A Senate Subcommittee met yesterday to hear testimony about the use of seclusion and restraint in the Commonwealth’s public schools. Children, parents, and advocates testified about the dangerous practices in use in several school districts. The stories were alarming.
But even more surprising was the story told by Senator Thomas Garrett, a Republican senator from Hadensville. Senator Garrett told the story of having been repeatedly restrained and placed in locked seclusion as a first grader, for behaviors that any first grade kid might do. When his parents found out –after many, many incidents — they removed him from that abusive environment. In a new school, he went on to be a straight A student, eventually voted most likely to succeed.
His experience, decades ago, clearly left a strong, traumatizing impact on him. He became a successful lawyer and a state legislator, yet the tale of his first grade experience brought his emotions to the surface.
Restraint and seclusion is always traumatizing to a child. Restraint and seclusion is an indicator that treatment has failed, that educational plans have failed, that educators have abandoned any hope for creating a learning environment.

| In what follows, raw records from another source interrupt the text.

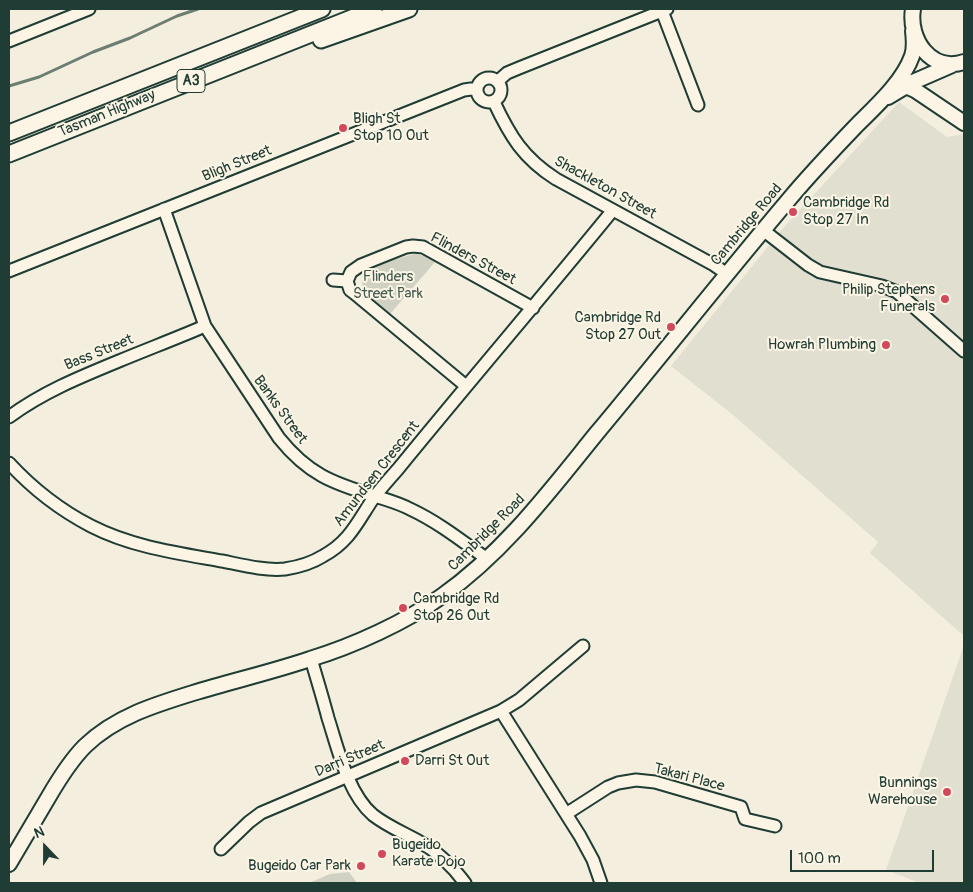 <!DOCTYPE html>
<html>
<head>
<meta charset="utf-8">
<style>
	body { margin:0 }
	#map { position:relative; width:973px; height:892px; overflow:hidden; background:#f3eede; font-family:Pangolin,sans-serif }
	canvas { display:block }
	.frame { position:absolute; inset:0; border:10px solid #1f3d34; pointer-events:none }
	.north { position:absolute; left:20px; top:822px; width:50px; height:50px; -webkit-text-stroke:4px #fcf5e5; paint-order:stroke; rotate:338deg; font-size:14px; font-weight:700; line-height:20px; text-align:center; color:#1f3d34 }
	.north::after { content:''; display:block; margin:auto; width:18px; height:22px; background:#1f3d34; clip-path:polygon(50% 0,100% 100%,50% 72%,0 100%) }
	.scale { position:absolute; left:790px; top:850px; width:144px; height:22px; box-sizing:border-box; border:2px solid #1f3d34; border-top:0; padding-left:6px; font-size:15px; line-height:18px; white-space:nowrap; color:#1f3d34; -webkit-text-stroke:4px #fcf5e5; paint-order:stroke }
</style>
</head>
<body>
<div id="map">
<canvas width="973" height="892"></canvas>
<div class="frame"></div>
<div class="north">N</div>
<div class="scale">100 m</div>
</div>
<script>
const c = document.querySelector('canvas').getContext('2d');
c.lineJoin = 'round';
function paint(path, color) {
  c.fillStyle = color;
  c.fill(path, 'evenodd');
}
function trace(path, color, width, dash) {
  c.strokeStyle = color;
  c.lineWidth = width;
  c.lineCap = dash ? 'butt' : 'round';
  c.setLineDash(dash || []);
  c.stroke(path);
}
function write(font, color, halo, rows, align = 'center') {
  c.font = font + ' Pangolin,sans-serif';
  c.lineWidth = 4;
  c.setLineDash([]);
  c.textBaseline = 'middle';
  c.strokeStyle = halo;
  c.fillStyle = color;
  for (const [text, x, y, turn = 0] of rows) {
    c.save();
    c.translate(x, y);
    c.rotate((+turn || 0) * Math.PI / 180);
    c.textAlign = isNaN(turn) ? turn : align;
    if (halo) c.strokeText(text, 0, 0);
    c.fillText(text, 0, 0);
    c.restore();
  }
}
paint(new Path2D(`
	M899 102 947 137 964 134V636L870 553 878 542 732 414 671 366 784 227Z
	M964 645V883H920L886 870Z`), '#e1dfd0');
paint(new Path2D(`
	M416 254 421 255 435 262 390 314 365 293C362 287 361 280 365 275 371 267 407 255 416 254Z
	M349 872 357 883H309L330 874Z`), '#d0d1c2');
trace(new Path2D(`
	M9 86 39 77 93 52 130 38 177 16 198 9`), '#6c7d72', 3);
const minor = new Path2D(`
	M662 11 698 105
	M9 41 89 9
	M477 90a12 12 0 1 1 24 0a12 12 0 1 1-24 0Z
	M498 81 507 73 519 68 667 9
	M494 102C510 136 523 158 556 179L714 265 727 274
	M164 209 205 326 279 438C308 474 332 483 375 496 387 500 399 503 410 509 438 522 462 541 487 559
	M763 230 808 265 820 272 882 286 897 292 964 351
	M9 271 464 90 471 89 477 90
	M333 280 347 281
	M466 386 354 293 350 290 347 281 351 272 361 265 406 247 413 246 423 247 533 308
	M9 417C43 392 80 377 119 361 148 349 177 338 205 326
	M9 463C33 489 60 510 91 526 132 547 177 553 222 561 242 565 265 571 285 569 298 567 312 563 323 556 351 541 358 520 375 496 382 487 390 478 398 469 469 382 542 297 613 210
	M311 659C317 679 323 699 328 718 338 749 348 794 373 815 387 826 404 833 420 842 438 852 453 867 465 883
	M501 711 580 836 593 860 601 883
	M566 814 608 787 618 783 636 780 655 782 741 807 745 819 775 826
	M221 849 249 822 261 813 501 711 519 700 583 646`);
const major = new Path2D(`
	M913 9C908 39 931 73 964 62
	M906 86 915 90 964 123
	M888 97 913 82 952 65
	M9 864C22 842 35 820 48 798 59 779 70 761 85 746 115 717 154 705 193 693 232 681 272 672 310 659 353 646 406 622 442 596 504 552 549 492 596 434 662 355 725 275 791 197 812 172 834 149 856 126 875 107 903 82 912 56 915 48 914 40 913 31`);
const highway = new Path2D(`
	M321 40 409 9
	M9 133 322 9
	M9 154 374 9`);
trace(minor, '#1f3d34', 15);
trace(major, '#1f3d34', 18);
trace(highway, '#1f3d34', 19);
trace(minor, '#fcf5e5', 11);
trace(major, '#fcf5e5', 14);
trace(highway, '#fcf5e5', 15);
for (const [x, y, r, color] of [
	[343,128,5,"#d1495b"],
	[793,212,5,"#d1495b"],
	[945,299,5,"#d1495b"],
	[671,327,5,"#d1495b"],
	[886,345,5,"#d1495b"],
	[403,608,5,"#d1495b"],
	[405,761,5,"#d1495b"],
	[947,792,5,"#d1495b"],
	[382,854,5,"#d1495b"],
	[361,866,5,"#d1495b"]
]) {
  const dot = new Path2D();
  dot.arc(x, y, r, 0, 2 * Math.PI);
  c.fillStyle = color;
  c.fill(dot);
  trace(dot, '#fcf5e5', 2);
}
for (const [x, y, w] of [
	[191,81,28]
]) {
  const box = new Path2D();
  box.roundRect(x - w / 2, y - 11.5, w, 23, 4);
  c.fillStyle = '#fcf5e5';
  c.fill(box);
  trace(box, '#1f3d34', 1);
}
write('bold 14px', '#1f3d34', null, [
	["A3",191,81]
]);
write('15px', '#1f3d34', '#fcf5e5', [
	["Tasman Highway",107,114,-22],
	["Bligh Street",237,164,-22],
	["Shackleton Street",605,188,29],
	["Cambridge Road",747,225,-50],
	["Flinders Street",473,259,28],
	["Bass Street",99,353,-22],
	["Banks Street",280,410,54],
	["Amundsen Crescent",377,474,-52],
	["Cambridge Road",487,533,-45],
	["Darri Street",350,759,-23],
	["Takari Place",689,778,15]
]);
write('15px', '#1f3d34', '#fcf5e5', [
	["Bligh St",353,119],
	["Stop 10 Out",353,136],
	["Cambridge Rd",803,203],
	["Stop 27 In",803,220],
	["Philip Stephens",935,290,"right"],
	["Funerals",935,307,"right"],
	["Cambridge Rd",661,318,"right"],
	["Stop 27 Out",661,335,"right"],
	["Howrah Plumbing",876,345,"right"],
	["Cambridge Rd",413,599],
	["Stop 26 Out",413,616],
	["Darri St Out",415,761],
	["Bunnings",937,783,"right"],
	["Warehouse",937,800,"right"],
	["Bugeido",392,845],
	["Karate Dojo",392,862],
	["Bugeido Car Park",351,866,"right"]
], 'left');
write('15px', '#425b50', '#fcf5e5', [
	["Flinders",388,277],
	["Street Park",388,294]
]);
</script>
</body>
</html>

The bill under consideration by the Virginia Legislature would, eventually, dramatically restrict schools from inflicting that kind of trauma on any kid. As Senator Garrett eloquently stated at the hearing, somewhere out there in Virginia, there is a kid in a locked seclusion room who could become a great success in life, if he is only treated with respect, instead of treated with trauma. It is our hope that Virginia will move in that direction.